I once took out a couple of Nikon D810 users who seemed totally concerned about shutter shock, to the point they were setting up heavy tripods with weight and doing all the stuff the "experts" told them to do to avoid it. I walked around with my K-3 and SR on. Over the course of the trip I took hundreds more images than they did, and had hundreds more keepers. At some point you have to ask, "Is this focus on reducing shutter shock and minute technical detail, causing me to miss good images" For the two guys I took out, I can say it absolutely did.

But it worked out OK, I sent them links to my photo pages so they can see what they missed.

It was a photgraphy trip, but these guys were so into their own world about shutter shock, they missed most of the photographic opportunities, or got very little from it. So, my advice based on that experience is, ignoring shutter shock is the better option photographically. Especially with SR on the camera body, so all your lenses are stabilized. I often think all the Nikon shutter shock advice on shutter shock is based on lack of a decent in body SR system, and the old school thought that locking everything down produces better images.
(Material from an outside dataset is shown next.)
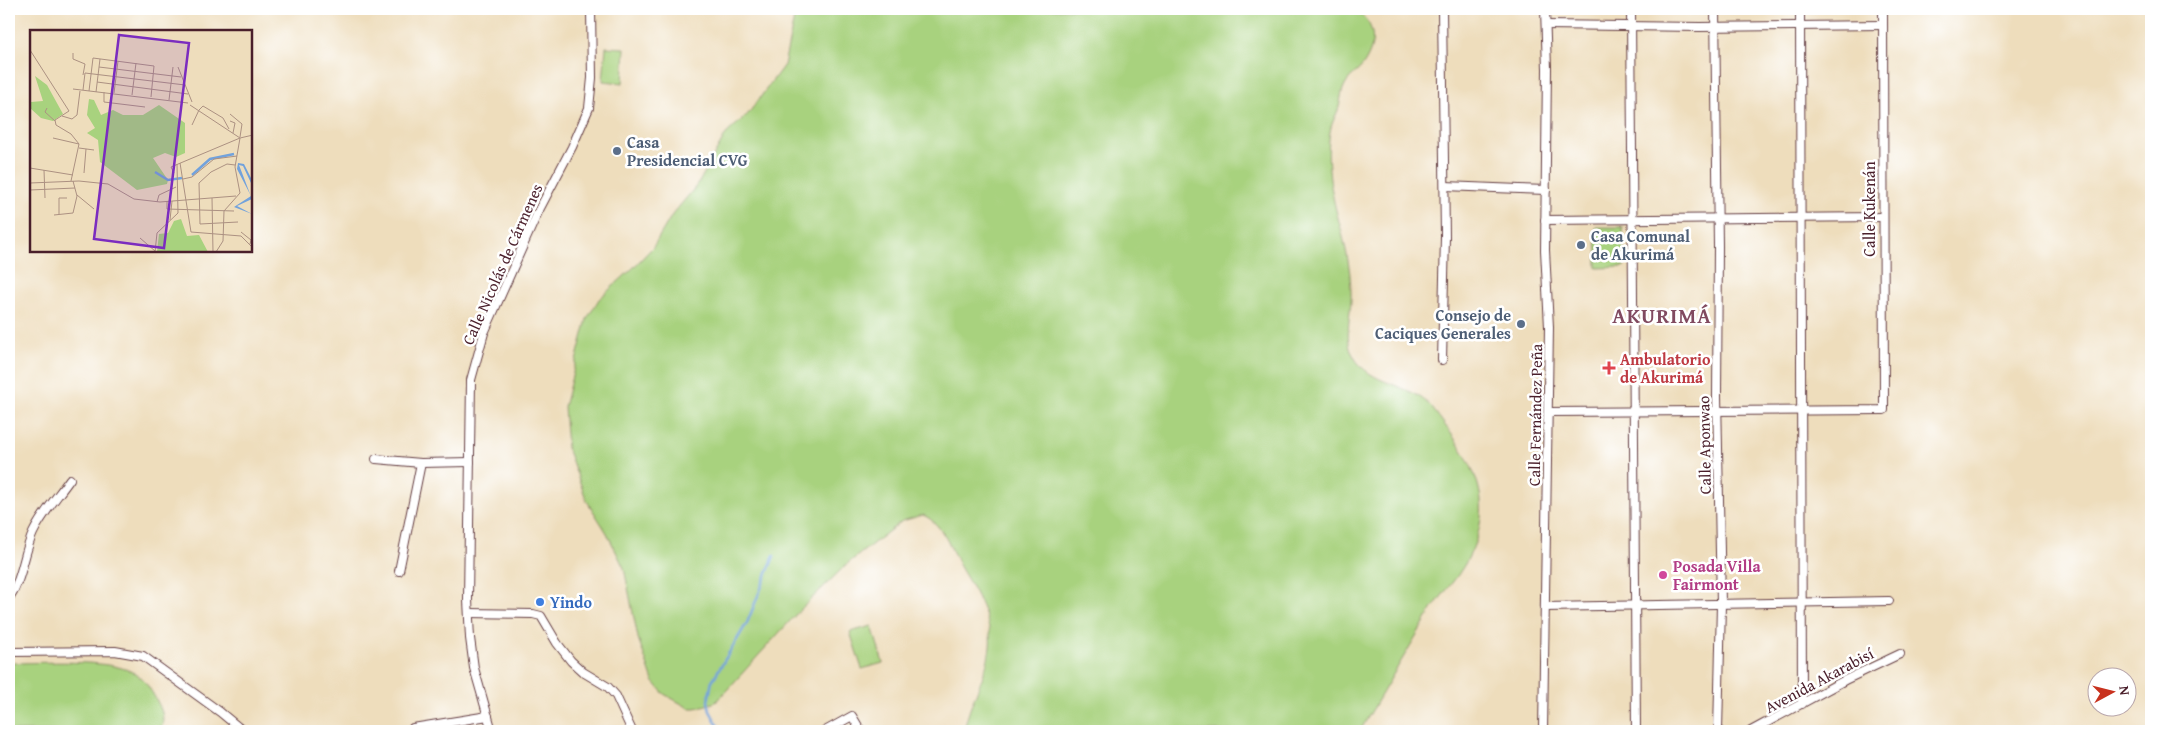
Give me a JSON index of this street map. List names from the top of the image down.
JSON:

On old non-stabilized cameras that's true, but not necessarily because of shutter shock.

And when you start missing shots because you're worried about shutter shock, on a Pentax system, IMHO you are wasting your time.

If the images is a compelling image, even blown up to 48 x32 the amount of difference displayed above will make no difference to the final print, nor will it make a difference on a 3840 x 2150 4k TV.
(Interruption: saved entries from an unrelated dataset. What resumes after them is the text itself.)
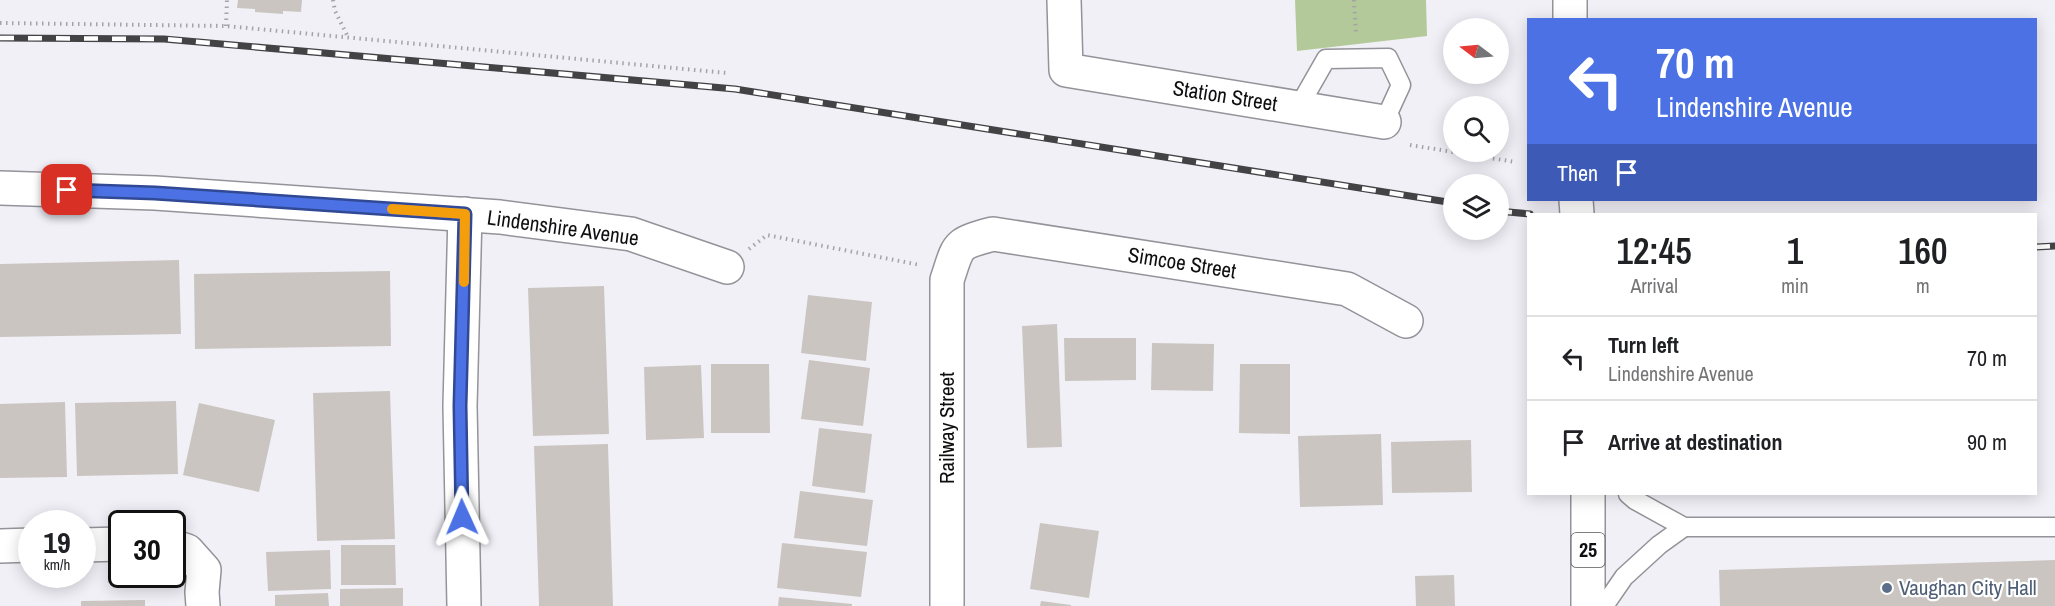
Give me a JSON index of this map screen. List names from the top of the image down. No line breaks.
{"streets":{"street":["Station Street","Lindenshire Avenue","Simcoe Street","Railway Street","25"]},"crossings":[["Simcoe Street","Railway Street"]],"places":["Vaughan City Hall"],"north":"left","page":{"turn":["70 m","Lindenshire Avenue"],"then":"Then","eta":["12:45","Arrival","1","min","160","m"],"list":[{"name":"Turn left","note":"Lindenshire Avenue","value":"70 m"},{"name":"Arrive at destination","value":"90 m"}],"speed":"19 km/h","limit":"30"}}
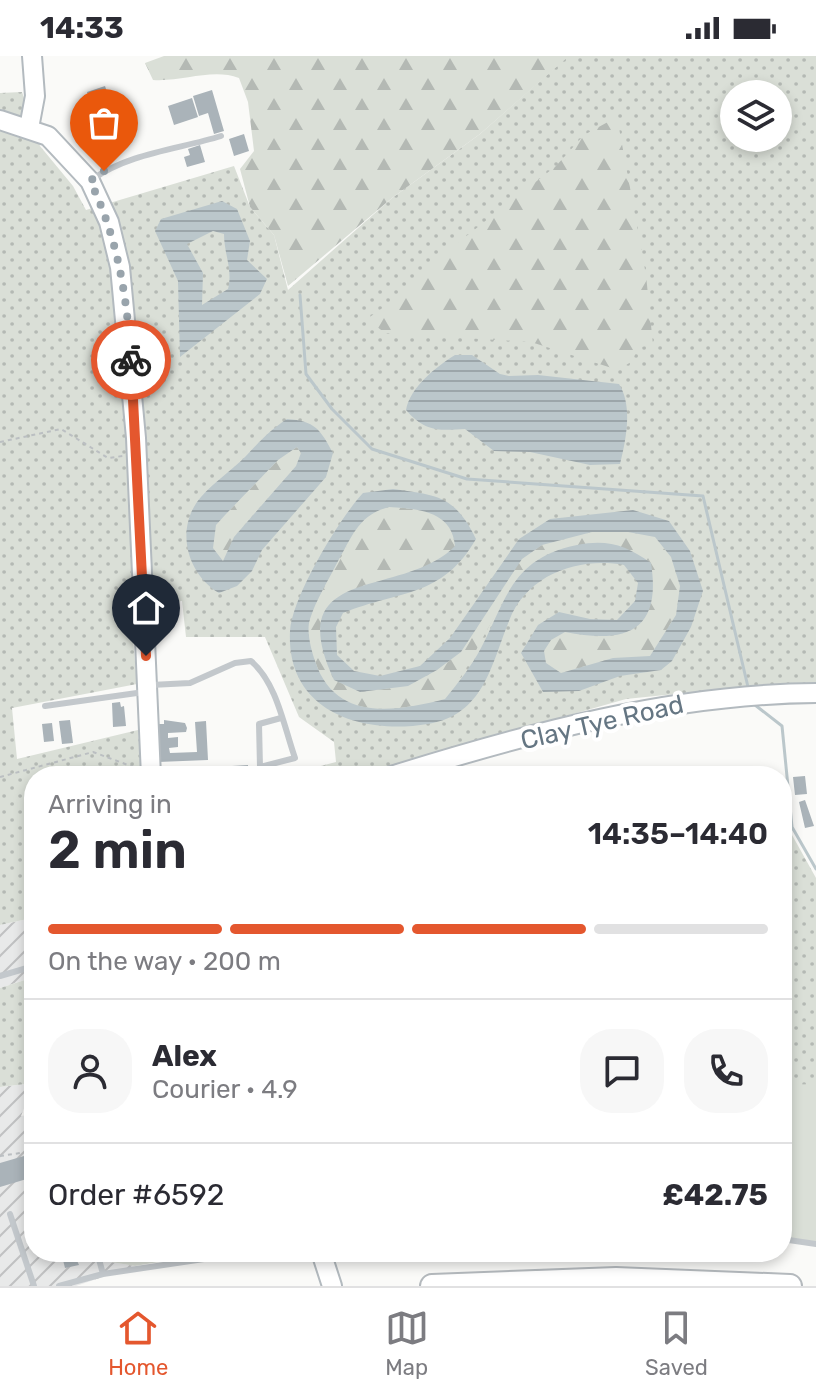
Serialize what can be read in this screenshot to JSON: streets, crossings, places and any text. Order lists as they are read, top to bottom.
{
  "streets": {
    "main road": ["Clay Tye Road"]
  },
  "page": {
    "status": "14:33",
    "heading": ["2 min", "Arriving in", "14:35–14:40"],
    "panel": [
      "Alex",
      "Courier · 4.9",
      "Order #6592",
      "£42.75"
    ],
    "bar": "On the way · 200 m",
    "tabs": ["Home", "Map", "Saved"]
  }
}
No one has ever posted examples from a common display option that will take advantage of such differences. It'a waste of time.

It's disappointing to see shutter shock worries that were pretty much imaginary even on Nikons with no internal image stabilization migrating to a Pentax forum. You can get amazing images without thinking about or compensating for shutter shock. It's an elective thought process. You do it because you like to do it, out of personal interest, not because it helps you take more compelling images. It doesn't.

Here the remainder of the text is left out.